What you need to do: Your answer should be the lines of the data below that contain "align".

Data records
- Opening Delimiter -

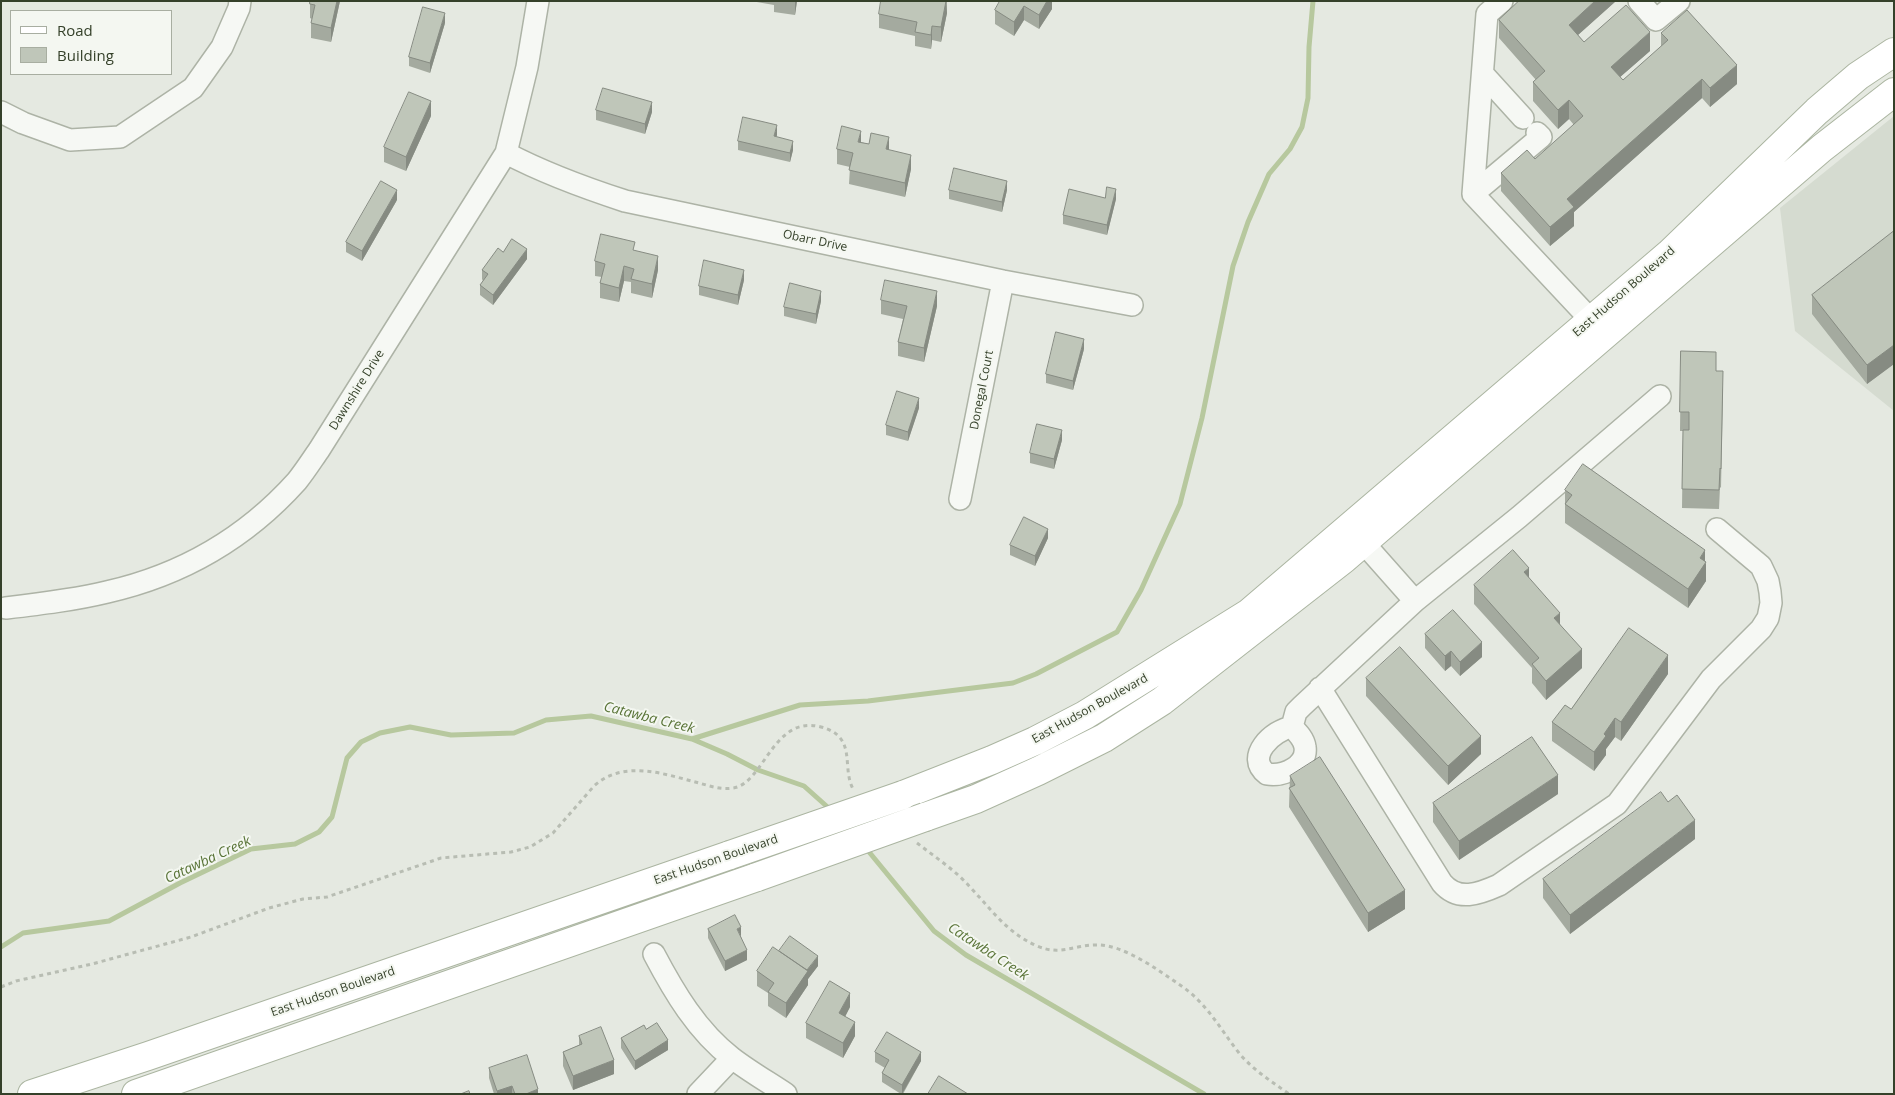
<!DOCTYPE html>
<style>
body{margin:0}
#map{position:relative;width:1895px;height:1095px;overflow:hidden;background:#e5e9e1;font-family:"Open Sans",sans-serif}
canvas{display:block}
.frame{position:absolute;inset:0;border:2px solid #35412a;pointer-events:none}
.legend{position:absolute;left:10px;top:10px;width:162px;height:65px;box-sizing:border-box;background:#f4f7f1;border:1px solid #a8aea1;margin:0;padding:6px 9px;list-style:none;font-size:15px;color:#35412a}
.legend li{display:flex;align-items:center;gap:10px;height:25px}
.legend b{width:25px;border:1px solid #a8aea1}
</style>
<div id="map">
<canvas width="1895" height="1095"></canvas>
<div class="frame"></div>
<ul class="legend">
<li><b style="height:6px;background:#fff"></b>Road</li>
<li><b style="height:14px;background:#bfc6b9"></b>Building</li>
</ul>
</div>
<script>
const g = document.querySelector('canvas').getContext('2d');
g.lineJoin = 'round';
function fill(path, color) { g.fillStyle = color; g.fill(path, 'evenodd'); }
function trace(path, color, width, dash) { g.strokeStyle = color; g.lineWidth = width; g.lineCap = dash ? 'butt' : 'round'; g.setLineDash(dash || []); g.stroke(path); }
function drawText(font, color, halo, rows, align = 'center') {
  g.font = font + ' "Open Sans",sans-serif'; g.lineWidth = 4; g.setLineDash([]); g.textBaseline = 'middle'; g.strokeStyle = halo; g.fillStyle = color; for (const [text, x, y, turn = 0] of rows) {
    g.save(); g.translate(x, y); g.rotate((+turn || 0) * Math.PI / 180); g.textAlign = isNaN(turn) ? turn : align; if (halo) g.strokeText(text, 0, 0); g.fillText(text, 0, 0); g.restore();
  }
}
fill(new Path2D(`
 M1894,116V411L1795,331L1780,208Z`), '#d5dbd0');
trace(new Path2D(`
 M692,739L800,705L868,701L1013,683L1036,674L1117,632L1141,590L1180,504L1202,418L1233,266L1248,222L1269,174L1290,149L1302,127L1308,98L1309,47L1313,1
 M865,847L934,931L966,955L1204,1094
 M1,947L23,933L109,921L180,883L251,849L295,844L319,832L332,817L347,758L361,742L380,733L410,727L451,735L514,733L546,720L591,716L692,739L727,754L758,770L804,786L832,811`), '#b7c89e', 5);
const minor = new Path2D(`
 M1502,1L1487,14L1473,194L1591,320
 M1639,1L1656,20L1679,1
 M1483,74L1523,118
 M1,112L23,123L70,140L120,137L193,88L222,47L239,8L240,1
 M506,153C544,173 585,188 625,201L1003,281L1132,305
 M1473,194L1541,137L1537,133
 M960,499L1003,281
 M1353,531L1415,601
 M6,608C40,604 74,600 107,592C182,575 245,539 297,481C305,471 312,460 319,450L506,153L527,67L538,1
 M1320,688L1442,883C1458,902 1479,894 1499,885L1617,804L1711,679L1761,629L1768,618L1771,603L1770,592L1768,581L1761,566L1717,529
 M1292,727L1296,712L1302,706L1415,601L1519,517L1660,396
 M1292,727C1298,733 1304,739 1305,747C1308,766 1283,777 1267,774C1244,757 1273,730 1292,727Z
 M654,954C674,992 697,1031 732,1058C749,1071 768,1082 786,1094
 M698,1094L732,1058`);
const major = new Path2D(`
 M903,795L992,760L1035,741L1085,715L1249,613L1669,254L1817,111L1858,76L1894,52
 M925,817L976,799L1038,771L1104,738L1162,701L1344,559L1822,148L1894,92
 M32,1094L148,1056L730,855
 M136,1094L757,877`);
trace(minor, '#adb3a6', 24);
trace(major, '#abb5a1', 30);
trace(new Path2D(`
 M917,843C935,857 955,870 970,887C991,909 1007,933 1037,946C1061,956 1073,945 1096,945C1123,944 1158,970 1180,985C1207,1003 1220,1029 1239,1053C1253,1070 1271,1081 1289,1094
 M1,987L16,981L92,964L191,937L269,908L303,899L327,897L441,858L511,852L530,847L553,833L594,786C624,759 664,774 699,783C710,786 721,790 733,788C764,784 773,714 821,727C858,737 841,766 853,789`), '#b8bdb3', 3, [4, 4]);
trace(minor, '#f6f8f4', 21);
trace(major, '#fff', 28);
const majorBridge = new Path2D(`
 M730,855L903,795
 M757,877L925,817`);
trace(majorBridge, '#abb5a1', 30, []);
trace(majorBridge, '#fff', 28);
fill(new Path2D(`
 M310,1H340L331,42L311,38V23L312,19L310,18Z
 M751,1H797L795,15L774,12V5Z
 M947,1V13L941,42L932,40L931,49L915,46V36L879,28V14Z
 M1052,1V9L1039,29L1024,20L1014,36L995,24V10Z
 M1519,1H1616L1578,35L1584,42L1650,51L1620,77L1623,80L1661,47V33L1737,84L1710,107L1702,98L1574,212V226L1550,246L1501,191V173L1535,159L1574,125L1569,119L1558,129L1533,101V82L1536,80L1499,38V20Z
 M445,23L430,73L409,66V57Z
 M596,110L652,112L645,134L596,120Z
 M431,116L406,171L384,162V147Z
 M777,135L776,137L793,150L790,162L738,150V141Z
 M861,142L889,150L911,169L905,197L849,184L850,167L837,164V149Z
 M949,190H1007L1002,212L949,199Z
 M1105,198L1116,199L1107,235L1063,224V215Z
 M397,200L362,261L346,252V242Z
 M1894,231V364L1867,384L1812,314V295Z
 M635,251L658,270L652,298L631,293V282L624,281L619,302L600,298V283L602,277L595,276V261Z
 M503,252L527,259L493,305L480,295V285L483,281L482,279V270Z
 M744,280L738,305L699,295V286Z
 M881,300L937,306L924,362L898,356V342L903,319L881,314Z
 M821,301L816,324L784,316V307Z
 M1084,349L1073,390L1046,383V374Z
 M1681,351L1716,371L1723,390L1721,488L1720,487L1719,509L1682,508L1683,431H1680Z
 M919,408L908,441L886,435V425Z
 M1062,440L1054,469L1030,463V453Z
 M1565,490L1705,562L1706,581L1688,608L1565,523Z
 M1048,538L1035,566L1010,555V545Z
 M1529,578L1560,624L1582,668L1546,700L1532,683V668L1474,604V585Z
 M1425,634L1482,657L1460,676L1451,666L1445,671L1425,648Z
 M1668,674L1621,741L1615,737L1606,749V755L1594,771L1552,741V722L1571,709Z
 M1366,678L1481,754L1448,785L1366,696Z
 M1290,776L1405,909L1368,932L1289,807Z
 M1558,794L1459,860L1433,822V803Z
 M1695,839L1570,934L1543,898V879Z
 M708,929L741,937L747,960L725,971L708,938Z
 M818,966L808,979V985L786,1018L768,1006V993L757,986V971Z
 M850,1007L845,1017L855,1036L843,1058L806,1038V1023Z
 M646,1029L668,1050L635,1070L621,1048V1038Z
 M579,1036L614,1074L573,1090L563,1066V1052L579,1045Z
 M875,1052L921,1061L903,1094H901L882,1082V1073L885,1068L875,1062Z
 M489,1068L538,1094H494L489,1078Z`), '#a4aa9f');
fill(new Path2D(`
 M337,1H340L331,42V28Z
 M795,1H797L795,15Z
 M946,1L947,13L941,42V27Z
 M1047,1H1052V9L1039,29V15Z
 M1595,1H1616L1569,43V25Z
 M1024,6V20L1014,36V22Z
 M445,13V23L430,73V63Z
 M932,26V40L931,49V35Z
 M1650,32V51L1611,85V67Z
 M1737,65V84L1710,107V88Z
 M1702,79V98L1574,212V226L1550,246V227L1567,199Z
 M1569,100V119L1558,129V110Z
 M431,101V116L406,171V157Z
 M652,102V112L645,134V124Z
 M777,125V135L774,146V136Z
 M861,131V145L858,142Z
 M889,137V152L886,149Z
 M793,141V150L790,162V153Z
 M911,155V169L905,197V183Z
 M1007,181V190L1002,212V202Z
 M1116,189V199L1107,235V225Z
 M397,190V200L362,261V251Z
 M527,249V259L493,305V295Z
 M658,256V270L652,298V284Z
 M624,266V281L619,302V288Z
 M744,270V280L738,305V295Z
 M821,291V301L816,324V314Z
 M937,291V306L924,362V348Z
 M1084,339V349L1073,390V381Z
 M1894,345V364L1867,384V365Z
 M919,398V408L908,441V432Z
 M1062,430V440L1054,469V459Z
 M1048,529V538L1035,566V556Z
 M1705,550V564L1706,562V581L1688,608V589L1700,558Z
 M1529,568V587L1524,572Z
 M1560,613V632L1554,618Z
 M1482,642V657L1460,676V662Z
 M1582,649V668L1546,700V681Z
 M1451,651V666L1445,671V656Z
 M1668,655V674L1621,741V722Z
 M1615,718V737L1606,749V755L1594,771V752L1604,734Z
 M1481,736V754L1448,785V766Z
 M1558,775V794L1459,860V841Z
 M1695,820V839L1570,934V915Z
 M1405,890V909L1368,932V913Z
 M741,927V937L737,929Z
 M747,950V960L725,971V961Z
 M818,956V966L808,979V985L786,1018V1003L806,972Z
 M850,993V1007L839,1028V1013Z
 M855,1022V1036L843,1058V1043Z
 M668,1040V1050L635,1070V1061Z
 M921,1052V1061L902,1094V1085Z
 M614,1060V1074L573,1090V1076Z
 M512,1086V1094H497V1091Z
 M538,1089V1094H526Z`), '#868b82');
const building = new Path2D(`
 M310,1H337L331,28L311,23L315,5L310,4Z
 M881,1H946L941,27L932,26L931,35L915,32L917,22L879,14Z
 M1000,1H1047L1039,15L1024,6L1014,22L995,10Z
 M1519,1H1595L1569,25L1584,42L1626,5L1650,32L1611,67L1623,80L1668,40L1661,33L1687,10L1737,65L1710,88L1702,79L1567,199L1574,207L1550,227L1501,173L1527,150L1535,159L1583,116L1569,100L1558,110L1533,82L1545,71L1499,20Z
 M423,7L445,13L430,63L409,57Z
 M603,88L652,102L645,124L596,110Z
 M409,92L431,101L406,157L384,147Z
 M743,117L777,125L774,136L793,141L790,153L738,141Z
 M842,126L861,131L858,142L869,144L871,133L889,137L886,149L911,155L905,183L849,170L853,153L837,149Z
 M954,168L1007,181L1002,202L949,190Z
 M381,181L397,190L362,251L346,242Z
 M1107,187L1116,189L1107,225L1063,215L1069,189L1105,198Z
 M1894,231V345L1867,365L1812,295Z
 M601,234L635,242L633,250L658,256L652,284L631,279L634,269L624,266L619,288L600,283L605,264L595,261Z
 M512,239L527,249L493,295L480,285L488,274L482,270L498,248L503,252Z
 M704,260L744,270L738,295L699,286Z
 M885,280L937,291L924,348L898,342L907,306L881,300Z
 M790,283L821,291L816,314L784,307Z
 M1056,332L1084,339L1073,381L1046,374Z
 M1681,351L1716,352V371H1723L1721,469L1720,468L1719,490L1682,489L1683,430H1689V412H1680Z
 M897,391L919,398L908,432L886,425Z
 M1037,424L1062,430L1054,459L1030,453Z
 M1583,464L1705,550L1700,558L1706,562L1688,589L1565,504L1572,495L1565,490Z
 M1024,517L1048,529L1035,556L1010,545Z
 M1513,550L1529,568L1524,572L1560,613L1554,618L1582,649L1546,681L1532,664L1539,658L1474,585Z
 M1453,610L1482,642L1460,662L1451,651L1445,656L1425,634Z
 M1629,628L1668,655L1621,722L1615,718L1604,734L1606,736L1594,752L1552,722L1565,705L1571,709Z
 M1400,647L1481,736L1448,766L1366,678Z
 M1532,737L1558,775L1459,841L1433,803Z
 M1320,757L1405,890L1368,913L1289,788L1295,785L1290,776Z
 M1661,792L1668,802L1677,795L1695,820L1570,915L1543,879Z
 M735,915L741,927L737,929L747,950L725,961L708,929Z
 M790,936L818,956L807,970L779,951Z
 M773,947L808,971L786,1003L768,992L774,983L757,971Z
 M830,981L850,993L839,1013L855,1022L843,1043L806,1023Z
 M657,1023L668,1040L635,1061L621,1038L644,1025L646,1029Z
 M601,1027L614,1060L573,1076L563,1052L582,1044L579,1036Z
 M887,1032L921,1052L902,1085L882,1073L889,1060L875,1052Z
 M527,1055L538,1089L526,1094H515L512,1086L497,1091L489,1068Z
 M939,1076L968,1094H928Z
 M469,1091L470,1094H461Z`);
fill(building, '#bfc6b9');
trace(building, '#868b82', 1);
drawText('12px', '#35412a', '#f4f7f1', [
 ["Obarr Drive",815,241,12],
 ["East Hudson Boulevard",1624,292,-41],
 ["Dawnshire Drive",357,390,-58],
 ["Donegal Court",982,390,-79],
 ["East Hudson Boulevard",1090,709,-29],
 ["East Hudson Boulevard",716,860,-19],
 ["East Hudson Boulevard",333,992,-19]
]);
drawText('italic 14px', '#587336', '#f4f7f1', [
 ["Catawba Creek",649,718,14],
 ["Catawba Creek",208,860,-25],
 ["Catawba Creek",988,952,33]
]);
</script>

- Closing Delimiter -

The completed task:
.legend li{display:flex;align-items:center;gap:10px;height:25px}
function drawText(font, color, halo, rows, align = 'center') {
    g.save(); g.translate(x, y); g.rotate((+turn || 0) * Math.PI / 180); g.textAlign = isNaN(turn) ? turn : align; if (halo) g.strokeText(text, 0, 0); g.fillText(text, 0, 0); g.restore();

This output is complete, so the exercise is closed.